◆ EXERCISE INSTRUCTIONS:
In the listing below, find each line that holds the string "minor" and copy it.
RECORD SET START
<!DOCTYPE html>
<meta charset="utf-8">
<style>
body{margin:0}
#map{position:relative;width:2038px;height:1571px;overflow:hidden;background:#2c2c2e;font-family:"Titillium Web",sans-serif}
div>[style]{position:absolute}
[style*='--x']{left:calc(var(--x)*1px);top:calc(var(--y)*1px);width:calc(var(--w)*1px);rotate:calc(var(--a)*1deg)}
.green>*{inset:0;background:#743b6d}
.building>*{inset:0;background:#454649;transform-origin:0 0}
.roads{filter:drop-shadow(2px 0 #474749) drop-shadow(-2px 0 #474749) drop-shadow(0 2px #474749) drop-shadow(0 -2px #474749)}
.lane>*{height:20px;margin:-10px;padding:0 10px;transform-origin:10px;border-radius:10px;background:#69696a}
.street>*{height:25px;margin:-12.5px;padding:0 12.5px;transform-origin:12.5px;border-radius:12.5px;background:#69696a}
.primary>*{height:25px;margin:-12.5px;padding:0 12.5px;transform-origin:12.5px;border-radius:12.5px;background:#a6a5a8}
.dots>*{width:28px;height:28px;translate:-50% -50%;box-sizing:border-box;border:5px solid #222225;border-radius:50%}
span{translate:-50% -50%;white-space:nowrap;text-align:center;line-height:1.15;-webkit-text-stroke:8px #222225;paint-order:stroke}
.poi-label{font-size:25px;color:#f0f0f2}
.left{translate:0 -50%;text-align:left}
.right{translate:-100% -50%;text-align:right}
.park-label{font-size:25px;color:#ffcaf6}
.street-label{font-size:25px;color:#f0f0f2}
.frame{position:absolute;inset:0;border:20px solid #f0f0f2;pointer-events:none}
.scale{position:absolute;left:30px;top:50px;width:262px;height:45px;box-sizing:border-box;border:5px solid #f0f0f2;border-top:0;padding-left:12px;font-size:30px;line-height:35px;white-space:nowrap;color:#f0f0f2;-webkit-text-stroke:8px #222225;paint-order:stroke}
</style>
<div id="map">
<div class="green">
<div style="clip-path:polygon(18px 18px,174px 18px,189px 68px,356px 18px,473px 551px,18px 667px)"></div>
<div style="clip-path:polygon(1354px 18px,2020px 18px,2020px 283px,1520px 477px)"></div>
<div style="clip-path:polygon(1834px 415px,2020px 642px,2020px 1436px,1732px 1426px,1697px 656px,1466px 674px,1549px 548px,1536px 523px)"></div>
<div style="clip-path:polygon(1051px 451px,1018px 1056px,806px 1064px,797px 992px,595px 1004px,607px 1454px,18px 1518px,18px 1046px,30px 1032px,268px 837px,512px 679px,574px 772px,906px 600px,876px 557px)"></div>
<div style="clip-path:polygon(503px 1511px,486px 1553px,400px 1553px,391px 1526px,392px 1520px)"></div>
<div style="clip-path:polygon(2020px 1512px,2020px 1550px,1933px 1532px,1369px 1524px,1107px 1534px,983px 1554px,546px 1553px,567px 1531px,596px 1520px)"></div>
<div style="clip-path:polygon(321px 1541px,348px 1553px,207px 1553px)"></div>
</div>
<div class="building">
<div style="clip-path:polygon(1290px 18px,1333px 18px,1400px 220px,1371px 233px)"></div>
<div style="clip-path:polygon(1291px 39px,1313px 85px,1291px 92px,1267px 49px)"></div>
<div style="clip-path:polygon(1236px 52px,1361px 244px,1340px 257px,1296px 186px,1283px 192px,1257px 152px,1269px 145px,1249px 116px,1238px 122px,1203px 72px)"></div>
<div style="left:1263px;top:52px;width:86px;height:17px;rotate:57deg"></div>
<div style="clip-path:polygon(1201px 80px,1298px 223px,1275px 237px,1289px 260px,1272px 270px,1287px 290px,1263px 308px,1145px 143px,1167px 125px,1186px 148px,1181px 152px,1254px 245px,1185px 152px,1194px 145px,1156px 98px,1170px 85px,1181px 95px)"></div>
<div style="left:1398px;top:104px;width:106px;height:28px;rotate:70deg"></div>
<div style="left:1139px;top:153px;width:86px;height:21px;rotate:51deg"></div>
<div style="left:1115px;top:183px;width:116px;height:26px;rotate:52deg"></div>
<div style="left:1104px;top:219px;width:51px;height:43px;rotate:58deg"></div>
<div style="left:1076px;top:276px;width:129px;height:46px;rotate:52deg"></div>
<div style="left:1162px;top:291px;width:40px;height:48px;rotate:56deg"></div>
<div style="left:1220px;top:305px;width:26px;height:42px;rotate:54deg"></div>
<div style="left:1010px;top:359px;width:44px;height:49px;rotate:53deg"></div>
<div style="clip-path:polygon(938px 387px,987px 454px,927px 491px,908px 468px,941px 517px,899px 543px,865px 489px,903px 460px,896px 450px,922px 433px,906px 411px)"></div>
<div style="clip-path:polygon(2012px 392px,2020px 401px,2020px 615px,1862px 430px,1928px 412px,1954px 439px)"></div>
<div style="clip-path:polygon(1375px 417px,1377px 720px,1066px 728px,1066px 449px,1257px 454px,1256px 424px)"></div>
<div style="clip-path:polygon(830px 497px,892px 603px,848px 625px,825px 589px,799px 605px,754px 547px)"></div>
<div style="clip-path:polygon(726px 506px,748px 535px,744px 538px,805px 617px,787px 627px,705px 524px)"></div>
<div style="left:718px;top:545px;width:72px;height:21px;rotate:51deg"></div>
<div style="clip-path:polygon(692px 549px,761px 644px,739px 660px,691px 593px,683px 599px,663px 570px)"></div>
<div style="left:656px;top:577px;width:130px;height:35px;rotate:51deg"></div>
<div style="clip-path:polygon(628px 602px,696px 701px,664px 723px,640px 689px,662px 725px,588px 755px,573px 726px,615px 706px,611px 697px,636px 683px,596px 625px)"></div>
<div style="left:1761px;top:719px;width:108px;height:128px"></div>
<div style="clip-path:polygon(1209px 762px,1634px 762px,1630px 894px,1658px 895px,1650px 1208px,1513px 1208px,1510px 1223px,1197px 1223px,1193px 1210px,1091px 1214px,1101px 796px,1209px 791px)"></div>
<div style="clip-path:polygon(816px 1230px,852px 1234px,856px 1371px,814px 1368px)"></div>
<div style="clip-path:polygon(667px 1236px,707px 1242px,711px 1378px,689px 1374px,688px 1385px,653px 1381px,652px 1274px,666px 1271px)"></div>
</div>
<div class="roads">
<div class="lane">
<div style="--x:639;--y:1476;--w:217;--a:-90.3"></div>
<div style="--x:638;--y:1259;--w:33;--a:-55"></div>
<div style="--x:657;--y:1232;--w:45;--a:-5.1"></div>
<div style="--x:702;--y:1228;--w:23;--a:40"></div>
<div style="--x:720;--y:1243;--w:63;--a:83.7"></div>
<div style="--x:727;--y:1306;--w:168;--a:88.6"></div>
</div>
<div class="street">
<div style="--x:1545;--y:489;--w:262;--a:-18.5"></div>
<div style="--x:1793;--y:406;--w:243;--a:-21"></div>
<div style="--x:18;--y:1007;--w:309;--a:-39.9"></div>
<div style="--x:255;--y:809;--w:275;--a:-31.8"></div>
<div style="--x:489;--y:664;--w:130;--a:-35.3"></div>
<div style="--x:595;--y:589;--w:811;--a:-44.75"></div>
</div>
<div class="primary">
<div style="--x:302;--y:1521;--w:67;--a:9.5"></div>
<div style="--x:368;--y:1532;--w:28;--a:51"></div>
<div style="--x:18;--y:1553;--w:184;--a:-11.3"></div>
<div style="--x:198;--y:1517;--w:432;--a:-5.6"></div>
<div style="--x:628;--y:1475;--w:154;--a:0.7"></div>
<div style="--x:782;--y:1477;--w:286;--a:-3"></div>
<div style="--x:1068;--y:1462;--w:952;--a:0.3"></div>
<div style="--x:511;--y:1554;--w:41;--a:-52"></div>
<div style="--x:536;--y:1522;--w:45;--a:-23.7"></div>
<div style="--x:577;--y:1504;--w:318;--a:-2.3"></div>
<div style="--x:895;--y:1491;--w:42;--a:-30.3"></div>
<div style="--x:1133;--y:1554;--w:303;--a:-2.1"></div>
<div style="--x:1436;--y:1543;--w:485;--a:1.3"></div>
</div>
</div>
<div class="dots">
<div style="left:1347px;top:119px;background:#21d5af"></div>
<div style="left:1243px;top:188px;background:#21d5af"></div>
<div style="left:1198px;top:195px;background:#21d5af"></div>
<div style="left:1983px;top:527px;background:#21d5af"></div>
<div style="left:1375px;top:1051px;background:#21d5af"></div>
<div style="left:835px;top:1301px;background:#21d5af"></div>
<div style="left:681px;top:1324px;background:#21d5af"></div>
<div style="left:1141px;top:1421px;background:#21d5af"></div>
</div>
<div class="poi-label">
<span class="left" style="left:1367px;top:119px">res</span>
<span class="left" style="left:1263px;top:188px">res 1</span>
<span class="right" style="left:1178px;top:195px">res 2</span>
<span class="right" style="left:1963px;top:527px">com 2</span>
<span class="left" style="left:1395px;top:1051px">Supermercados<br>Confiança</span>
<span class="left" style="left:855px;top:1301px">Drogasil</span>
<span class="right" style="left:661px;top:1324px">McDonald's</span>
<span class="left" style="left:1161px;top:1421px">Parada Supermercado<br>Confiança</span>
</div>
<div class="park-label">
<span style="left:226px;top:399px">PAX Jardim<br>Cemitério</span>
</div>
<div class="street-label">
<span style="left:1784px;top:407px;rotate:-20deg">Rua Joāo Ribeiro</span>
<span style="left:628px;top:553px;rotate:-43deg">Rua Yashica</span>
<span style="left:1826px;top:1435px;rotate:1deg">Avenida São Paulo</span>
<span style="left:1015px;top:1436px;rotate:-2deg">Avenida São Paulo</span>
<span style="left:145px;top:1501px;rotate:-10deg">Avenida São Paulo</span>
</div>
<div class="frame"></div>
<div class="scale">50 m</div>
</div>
RECORD SET END
RECORD SET START
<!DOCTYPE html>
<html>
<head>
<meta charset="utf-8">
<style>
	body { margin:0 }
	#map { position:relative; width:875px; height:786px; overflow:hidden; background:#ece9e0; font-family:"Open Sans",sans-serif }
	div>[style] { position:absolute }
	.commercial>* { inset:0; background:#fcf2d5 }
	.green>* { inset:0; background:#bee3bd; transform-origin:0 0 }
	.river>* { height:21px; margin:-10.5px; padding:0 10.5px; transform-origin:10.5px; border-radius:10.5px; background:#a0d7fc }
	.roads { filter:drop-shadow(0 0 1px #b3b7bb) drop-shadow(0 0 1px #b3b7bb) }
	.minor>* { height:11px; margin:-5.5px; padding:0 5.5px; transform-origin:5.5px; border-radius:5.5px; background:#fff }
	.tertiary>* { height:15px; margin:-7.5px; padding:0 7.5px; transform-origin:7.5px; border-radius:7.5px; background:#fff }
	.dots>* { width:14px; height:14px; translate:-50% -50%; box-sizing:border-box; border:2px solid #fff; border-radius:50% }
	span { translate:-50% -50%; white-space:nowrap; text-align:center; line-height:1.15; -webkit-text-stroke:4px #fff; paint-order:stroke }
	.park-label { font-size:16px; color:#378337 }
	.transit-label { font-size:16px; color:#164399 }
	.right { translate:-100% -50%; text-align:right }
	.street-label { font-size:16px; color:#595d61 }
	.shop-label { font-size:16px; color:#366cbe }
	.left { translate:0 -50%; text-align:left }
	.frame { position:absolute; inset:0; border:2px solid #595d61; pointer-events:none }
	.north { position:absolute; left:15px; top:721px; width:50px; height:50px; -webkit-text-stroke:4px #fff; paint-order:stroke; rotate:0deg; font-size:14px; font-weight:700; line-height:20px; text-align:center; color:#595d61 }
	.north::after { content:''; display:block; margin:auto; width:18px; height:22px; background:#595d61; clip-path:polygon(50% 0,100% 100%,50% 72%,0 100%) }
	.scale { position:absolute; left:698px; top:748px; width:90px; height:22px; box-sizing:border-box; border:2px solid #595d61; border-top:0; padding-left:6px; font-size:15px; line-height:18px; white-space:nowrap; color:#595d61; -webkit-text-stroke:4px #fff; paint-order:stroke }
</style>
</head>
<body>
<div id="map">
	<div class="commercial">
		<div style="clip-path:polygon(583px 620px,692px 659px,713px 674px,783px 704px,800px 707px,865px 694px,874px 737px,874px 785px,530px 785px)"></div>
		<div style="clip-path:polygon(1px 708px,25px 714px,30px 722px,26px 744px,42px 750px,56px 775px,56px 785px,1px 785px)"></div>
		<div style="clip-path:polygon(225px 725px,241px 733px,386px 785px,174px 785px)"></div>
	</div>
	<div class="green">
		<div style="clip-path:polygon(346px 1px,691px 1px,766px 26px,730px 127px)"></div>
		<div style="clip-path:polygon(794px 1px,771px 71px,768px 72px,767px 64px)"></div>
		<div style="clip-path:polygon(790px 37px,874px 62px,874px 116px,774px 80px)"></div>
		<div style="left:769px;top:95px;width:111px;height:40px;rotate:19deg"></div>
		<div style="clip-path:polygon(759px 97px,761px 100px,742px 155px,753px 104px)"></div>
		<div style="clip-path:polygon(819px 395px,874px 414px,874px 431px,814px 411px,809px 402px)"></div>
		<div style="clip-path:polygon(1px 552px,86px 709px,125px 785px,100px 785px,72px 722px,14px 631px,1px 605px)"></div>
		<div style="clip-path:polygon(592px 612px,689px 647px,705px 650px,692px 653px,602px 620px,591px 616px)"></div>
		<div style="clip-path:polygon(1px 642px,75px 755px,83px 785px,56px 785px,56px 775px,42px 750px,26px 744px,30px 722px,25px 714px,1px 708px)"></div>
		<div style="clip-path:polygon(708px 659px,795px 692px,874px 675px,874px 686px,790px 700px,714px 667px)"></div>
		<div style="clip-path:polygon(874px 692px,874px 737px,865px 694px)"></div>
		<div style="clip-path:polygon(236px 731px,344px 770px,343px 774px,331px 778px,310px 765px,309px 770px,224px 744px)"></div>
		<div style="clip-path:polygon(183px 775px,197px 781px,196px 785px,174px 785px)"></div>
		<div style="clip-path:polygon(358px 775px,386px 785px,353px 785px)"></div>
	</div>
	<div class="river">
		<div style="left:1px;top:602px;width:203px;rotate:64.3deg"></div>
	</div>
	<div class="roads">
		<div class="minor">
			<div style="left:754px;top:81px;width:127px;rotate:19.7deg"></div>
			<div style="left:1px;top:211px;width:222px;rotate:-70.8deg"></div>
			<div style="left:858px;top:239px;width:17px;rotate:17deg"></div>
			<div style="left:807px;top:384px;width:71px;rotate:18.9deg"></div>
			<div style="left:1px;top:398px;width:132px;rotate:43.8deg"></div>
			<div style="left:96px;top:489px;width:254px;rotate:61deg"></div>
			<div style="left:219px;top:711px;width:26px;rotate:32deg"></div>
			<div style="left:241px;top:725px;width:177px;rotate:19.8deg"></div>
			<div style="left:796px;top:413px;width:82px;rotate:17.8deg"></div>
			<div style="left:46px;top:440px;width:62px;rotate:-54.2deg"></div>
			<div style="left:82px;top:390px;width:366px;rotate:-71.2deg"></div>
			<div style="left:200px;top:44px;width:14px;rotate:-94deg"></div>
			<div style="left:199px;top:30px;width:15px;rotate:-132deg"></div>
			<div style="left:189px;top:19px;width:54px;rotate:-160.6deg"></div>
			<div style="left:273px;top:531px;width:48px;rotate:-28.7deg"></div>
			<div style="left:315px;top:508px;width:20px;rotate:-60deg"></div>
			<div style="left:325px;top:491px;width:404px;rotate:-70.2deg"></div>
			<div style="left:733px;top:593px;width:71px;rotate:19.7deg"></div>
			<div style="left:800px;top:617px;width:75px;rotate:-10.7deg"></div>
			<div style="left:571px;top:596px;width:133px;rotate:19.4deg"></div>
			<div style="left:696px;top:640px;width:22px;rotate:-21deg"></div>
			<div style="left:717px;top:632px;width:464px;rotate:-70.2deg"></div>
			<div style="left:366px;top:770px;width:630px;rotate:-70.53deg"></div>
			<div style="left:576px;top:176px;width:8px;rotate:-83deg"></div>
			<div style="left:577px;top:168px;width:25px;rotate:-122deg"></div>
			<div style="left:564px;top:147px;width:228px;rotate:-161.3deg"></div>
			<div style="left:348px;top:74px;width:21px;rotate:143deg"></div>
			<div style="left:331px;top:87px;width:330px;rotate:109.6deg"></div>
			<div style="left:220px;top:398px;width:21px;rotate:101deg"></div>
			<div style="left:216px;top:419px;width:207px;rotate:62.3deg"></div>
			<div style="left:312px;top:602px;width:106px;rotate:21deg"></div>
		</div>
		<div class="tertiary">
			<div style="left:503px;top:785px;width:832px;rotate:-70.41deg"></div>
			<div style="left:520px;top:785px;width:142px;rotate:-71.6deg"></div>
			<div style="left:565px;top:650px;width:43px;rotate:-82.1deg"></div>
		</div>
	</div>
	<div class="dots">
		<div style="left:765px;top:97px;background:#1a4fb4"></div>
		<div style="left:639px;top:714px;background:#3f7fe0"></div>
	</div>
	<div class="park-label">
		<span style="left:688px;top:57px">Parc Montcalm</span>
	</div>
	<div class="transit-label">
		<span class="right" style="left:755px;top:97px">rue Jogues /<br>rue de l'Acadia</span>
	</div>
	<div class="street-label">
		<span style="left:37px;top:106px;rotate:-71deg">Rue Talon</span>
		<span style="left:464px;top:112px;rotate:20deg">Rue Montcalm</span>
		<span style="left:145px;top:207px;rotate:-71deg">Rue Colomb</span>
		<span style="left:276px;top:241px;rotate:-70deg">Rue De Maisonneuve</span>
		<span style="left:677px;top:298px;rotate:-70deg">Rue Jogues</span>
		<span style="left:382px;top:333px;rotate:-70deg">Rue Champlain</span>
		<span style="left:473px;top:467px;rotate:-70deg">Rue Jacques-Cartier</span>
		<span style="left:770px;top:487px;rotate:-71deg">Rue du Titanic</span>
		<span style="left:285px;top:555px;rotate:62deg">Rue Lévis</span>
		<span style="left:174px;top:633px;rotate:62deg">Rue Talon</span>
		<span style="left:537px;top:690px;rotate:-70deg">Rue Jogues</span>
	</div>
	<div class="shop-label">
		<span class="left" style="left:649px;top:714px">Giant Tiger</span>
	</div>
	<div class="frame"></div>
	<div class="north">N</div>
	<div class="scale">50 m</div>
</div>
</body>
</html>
RECORD SET END
◆ WRITTEN RESPONSE:
	.minor>* { height:11px; margin:-5.5px; padding:0 5.5px; transform-origin:5.5px; border-radius:5.5px; background:#fff }
		<div class="minor">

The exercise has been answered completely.